§ Saved entries:
_ _ _ _

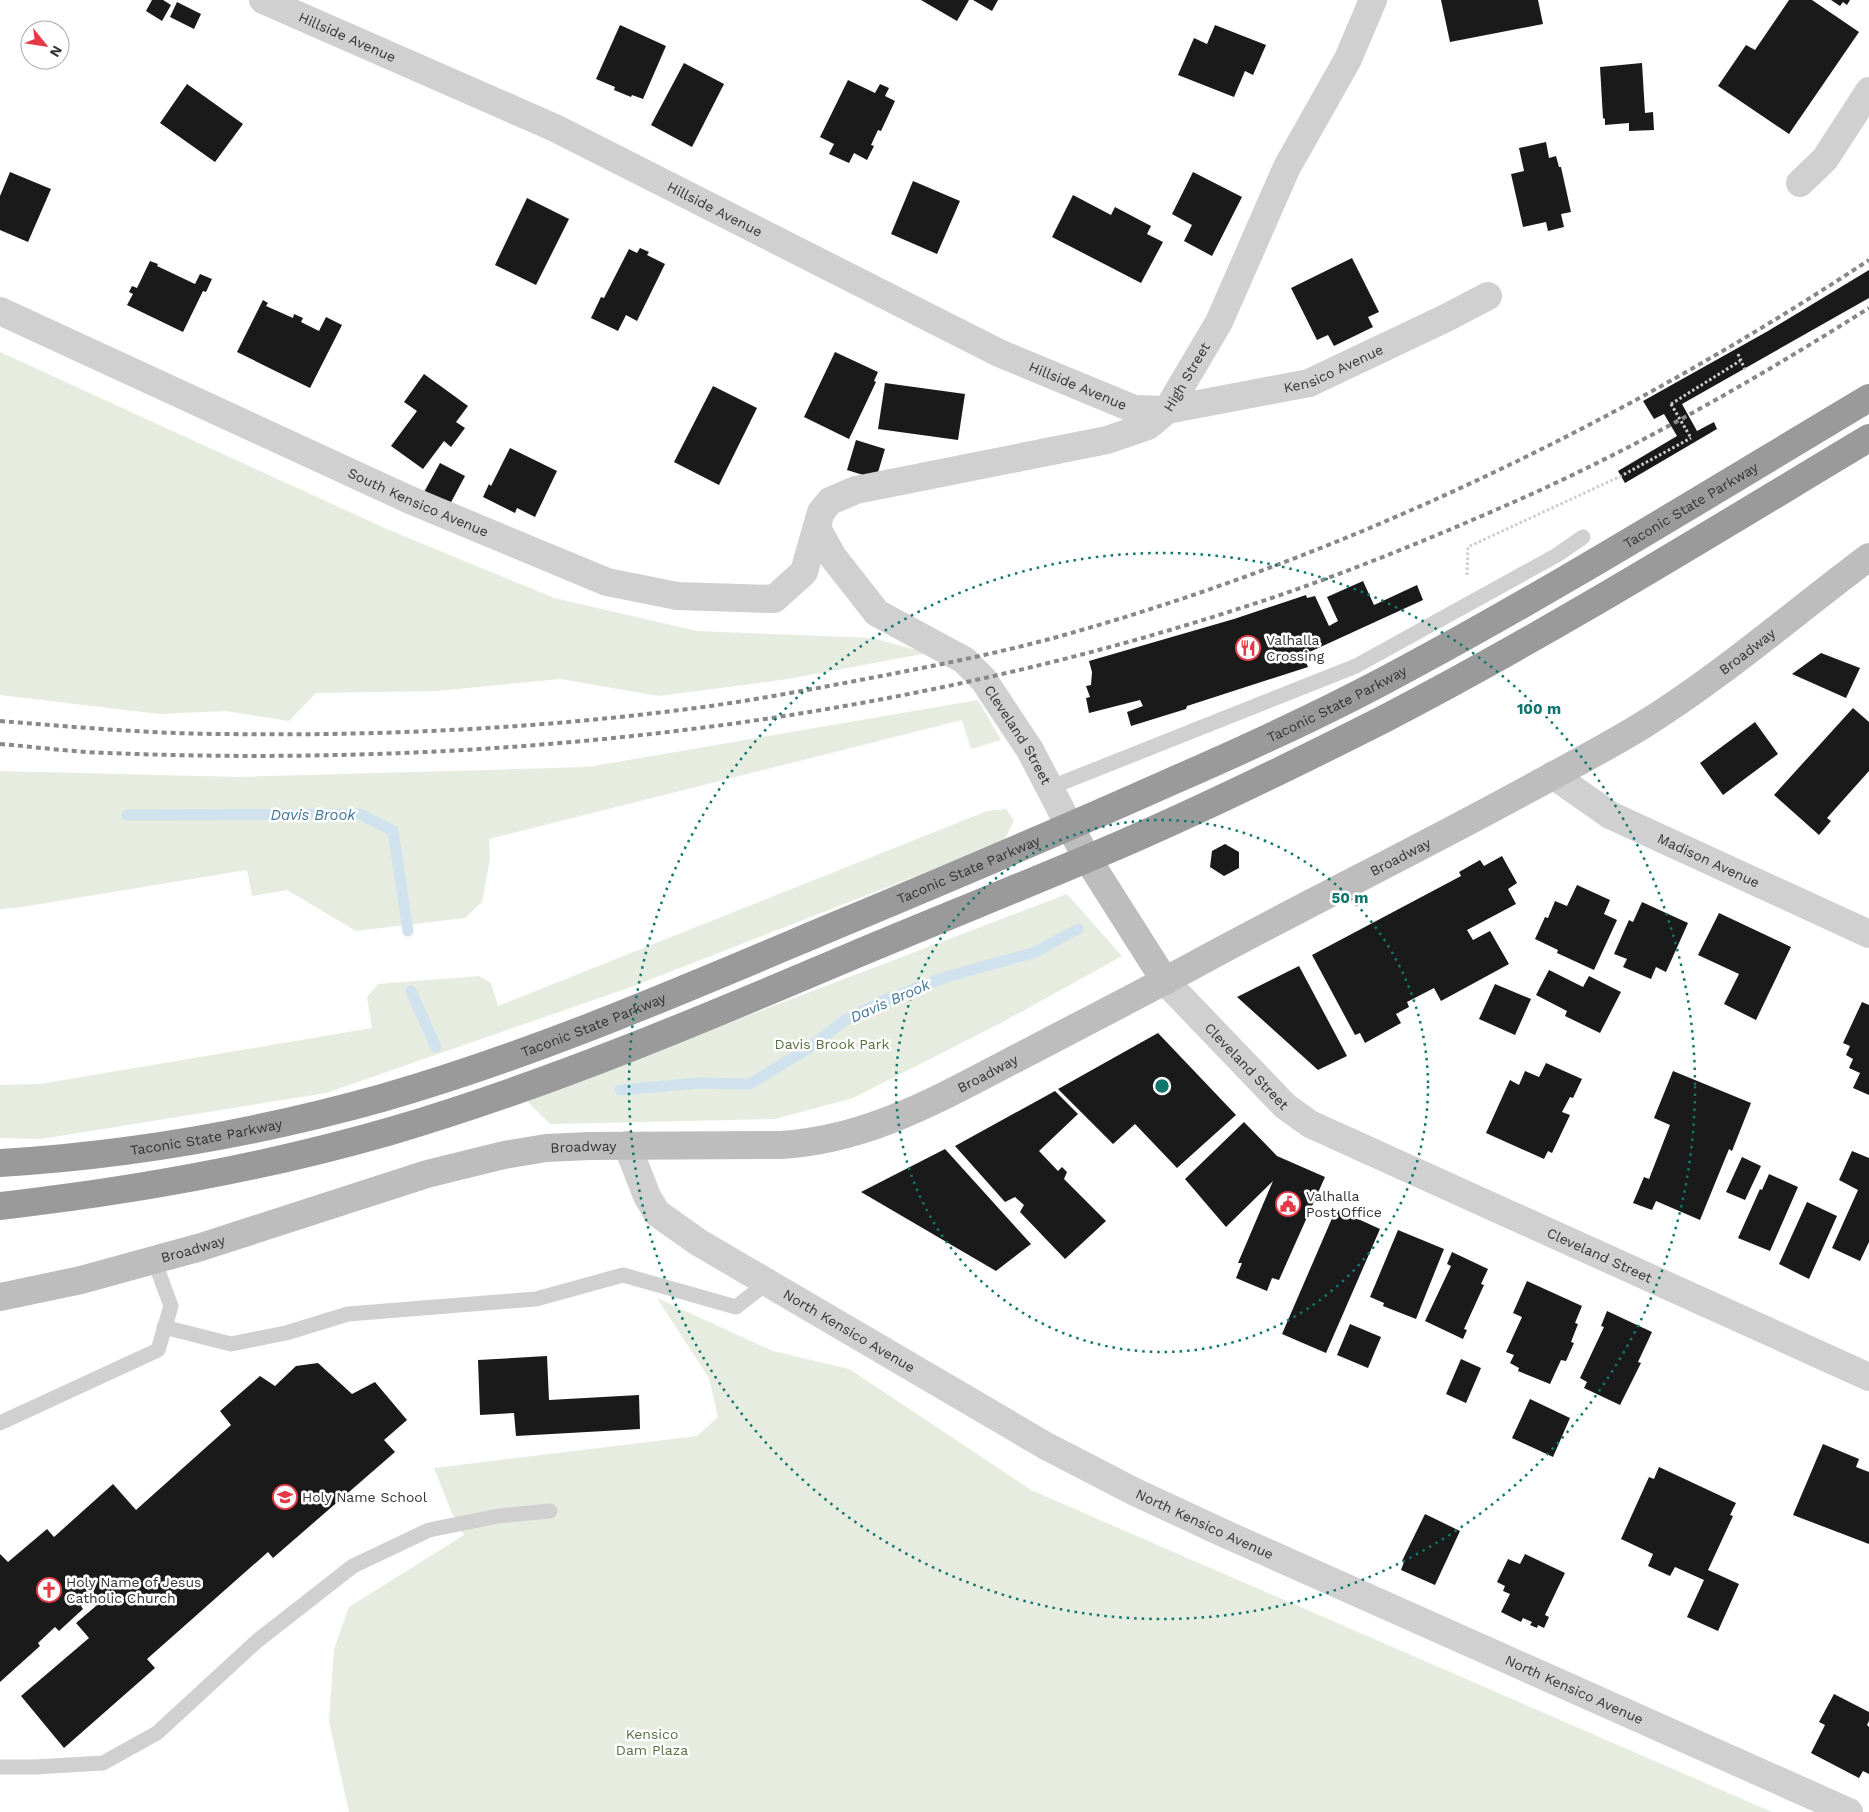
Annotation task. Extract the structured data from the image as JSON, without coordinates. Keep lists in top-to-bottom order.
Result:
{
  "streets": {
    "highway": ["Taconic State Parkway"],
    "street": [
      "Hillside Avenue",
      "Kensico Avenue",
      "High Street",
      "South Kensico Avenue",
      "Broadway",
      "Cleveland Street",
      "Madison Avenue",
      "North Kensico Avenue"
    ]
  },
  "crossings": [
    ["Hillside Avenue", "Kensico Avenue"],
    ["Hillside Avenue", "High Street"],
    ["Kensico Avenue", "High Street"],
    ["High Street", "South Kensico Avenue"],
    ["High Street", "Cleveland Street"],
    ["South Kensico Avenue", "Cleveland Street"],
    ["Taconic State Parkway", "Cleveland Street"],
    ["Broadway", "Cleveland Street"],
    ["Broadway", "Madison Avenue"],
    ["Broadway", "North Kensico Avenue"]
  ],
  "water": ["Davis Brook"],
  "parks": ["Davis Brook Park", "Kensico Dam Plaza"],
  "places": {
    "restaurant": ["Valhalla Crossing"],
    "public building": ["Valhalla Post Office"],
    "school or university": ["Holy Name School"],
    "church": ["Holy Name of Jesus Catholic Church"]
  },
  "north": "bottom right",
  "rings": ["100 m", "50 m"]
}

_ _ _ _

§ What is required: Where a line above contains the word "Holy", show that line.

§ Your solution:
    "school or university": ["Holy Name School"],
    "church": ["Holy Name of Jesus Catholic Church"]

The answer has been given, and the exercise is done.